İmamoğlu ile umutlanan Papandreu’nun oğlu Yorgo

04:0020/09/2019, Cuma
G: 20/09/2019, Cuma
Tamer Korkmaz

Sevinç İnönü’nün Kandilli’deki kutlama yemeğinde Yorgo Papandreu Ekrem İmamoğlu’na “zeytinyağı” hediye etmiş. En uzun konuşmayı da Papandreu yapmış! Yorgo, şunları da söylemiş:“Ekrem İmamoğlu, iki sene önce Beylikdüzü Belediye Başkanlığı sırasında bana ‘sosyal demokrasiye ve barışa yaptığım katkılar nedeniyle’ bir vefa ödülü vermiş, ben de gelip bu ödülü onun elinden almıştım. Şimdi, İstanbul’a Başkan seçilmesinden dolayı bir sosyal demokrat olarak çok mutluyum. Onun seçilmesiyle umutlandık ve bundan

Sevinç İnönü’nün Kandilli’deki kutlama yemeğinde Yorgo Papandreu Ekrem İmamoğlu’na “zeytinyağı” hediye etmiş. En uzun konuşmayı da Papandreu yapmış! Yorgo, şunları da söylemiş:



“Ekrem İmamoğlu, iki sene önce Beylikdüzü Belediye Başkanlığı sırasında bana ‘sosyal demokrasiye ve barışa yaptığım katkılar nedeniyle’ bir vefa ödülü vermiş, ben de gelip bu ödülü onun elinden almıştım. Şimdi, İstanbul’a Başkan seçilmesinden dolayı bir sosyal demokrat olarak çok mutluyum. Onun seçilmesiyle umutlandık ve bundan güç aldık…” (Cumhuriyet, 16 Eylül 2019)

*

Yorgo Papandreu, iki ülke sosyal demokratlarının bir araya geldiklerinde asla ihmal etmedikleri “Türk-Yunan dostluğu!” tıraşını yapmayı da ihmal etmemiş…
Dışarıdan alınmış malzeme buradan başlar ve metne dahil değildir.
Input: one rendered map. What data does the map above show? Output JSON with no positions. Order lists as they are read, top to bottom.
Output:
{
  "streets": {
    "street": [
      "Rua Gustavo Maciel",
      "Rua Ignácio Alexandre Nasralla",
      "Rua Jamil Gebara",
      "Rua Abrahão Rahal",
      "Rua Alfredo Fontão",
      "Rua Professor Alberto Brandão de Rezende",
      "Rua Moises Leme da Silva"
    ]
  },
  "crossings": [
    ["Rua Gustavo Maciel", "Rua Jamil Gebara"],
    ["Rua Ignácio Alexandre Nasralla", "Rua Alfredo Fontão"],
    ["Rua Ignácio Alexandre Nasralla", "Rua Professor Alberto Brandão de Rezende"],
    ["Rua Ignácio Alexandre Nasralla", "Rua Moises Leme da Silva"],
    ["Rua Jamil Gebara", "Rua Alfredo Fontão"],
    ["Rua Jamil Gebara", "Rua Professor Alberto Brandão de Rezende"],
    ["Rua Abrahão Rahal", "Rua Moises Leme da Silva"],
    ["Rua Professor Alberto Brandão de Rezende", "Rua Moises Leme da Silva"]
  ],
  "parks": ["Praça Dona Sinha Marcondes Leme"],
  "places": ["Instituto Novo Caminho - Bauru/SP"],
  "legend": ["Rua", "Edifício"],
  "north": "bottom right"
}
İşbu hikâyeyi anlatmak, bizdeki ve komşudaki sosyal demokratlar için pek konforlu bir gözbağcılıktır…

Sözünü ettikleri, aslında Amerikancı solculuklarına dayalı “sadece kendi aralarındaki” bir dostluktur!
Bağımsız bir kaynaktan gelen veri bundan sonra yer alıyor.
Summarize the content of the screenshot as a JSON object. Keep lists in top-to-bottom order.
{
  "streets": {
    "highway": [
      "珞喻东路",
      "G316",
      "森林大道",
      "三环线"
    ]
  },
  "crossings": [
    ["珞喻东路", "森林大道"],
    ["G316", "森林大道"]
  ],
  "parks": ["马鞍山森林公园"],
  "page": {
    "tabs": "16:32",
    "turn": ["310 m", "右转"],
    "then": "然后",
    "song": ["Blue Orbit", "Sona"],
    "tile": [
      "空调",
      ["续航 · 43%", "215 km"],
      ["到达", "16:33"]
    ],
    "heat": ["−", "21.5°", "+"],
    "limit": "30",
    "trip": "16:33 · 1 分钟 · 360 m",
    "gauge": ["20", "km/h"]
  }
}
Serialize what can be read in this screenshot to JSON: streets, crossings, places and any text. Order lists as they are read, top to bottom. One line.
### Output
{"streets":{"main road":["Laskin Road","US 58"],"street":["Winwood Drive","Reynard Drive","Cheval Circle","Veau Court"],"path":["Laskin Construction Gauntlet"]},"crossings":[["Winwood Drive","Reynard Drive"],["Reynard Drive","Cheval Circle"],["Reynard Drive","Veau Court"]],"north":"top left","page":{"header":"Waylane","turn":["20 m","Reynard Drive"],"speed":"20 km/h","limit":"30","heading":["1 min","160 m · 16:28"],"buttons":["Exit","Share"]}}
Türkiye’ye karşı her defasında yeni bir küstahlığa, kahpeliğe imza atan Atina; başından beri PKK’lıları, son dönemde de FETÖ’cü kaçakları himayeye devam ediyor.

Türkiye’den Yunanistan’a iltica başvurusu yapanların sayısı 2013’te sadece 17 iken, 2016’da 189’a yükseldi…

Darbe kalkışmasından itibaren iltica başvurularında rekor seviyede artışlar gözleniyor: 2018’de 4 bin 834 kişi! 2019’da ise (şimdilik) 2 bin 263 başvuru var…

15 Temmuz 2016’daki darbe kalkışmasını müteakip kendilerine sığınan FETÖ’cü askerleri koruma altına alan, adeta pamuklara saran Yunanistan mı; Türkiye’nin dostu!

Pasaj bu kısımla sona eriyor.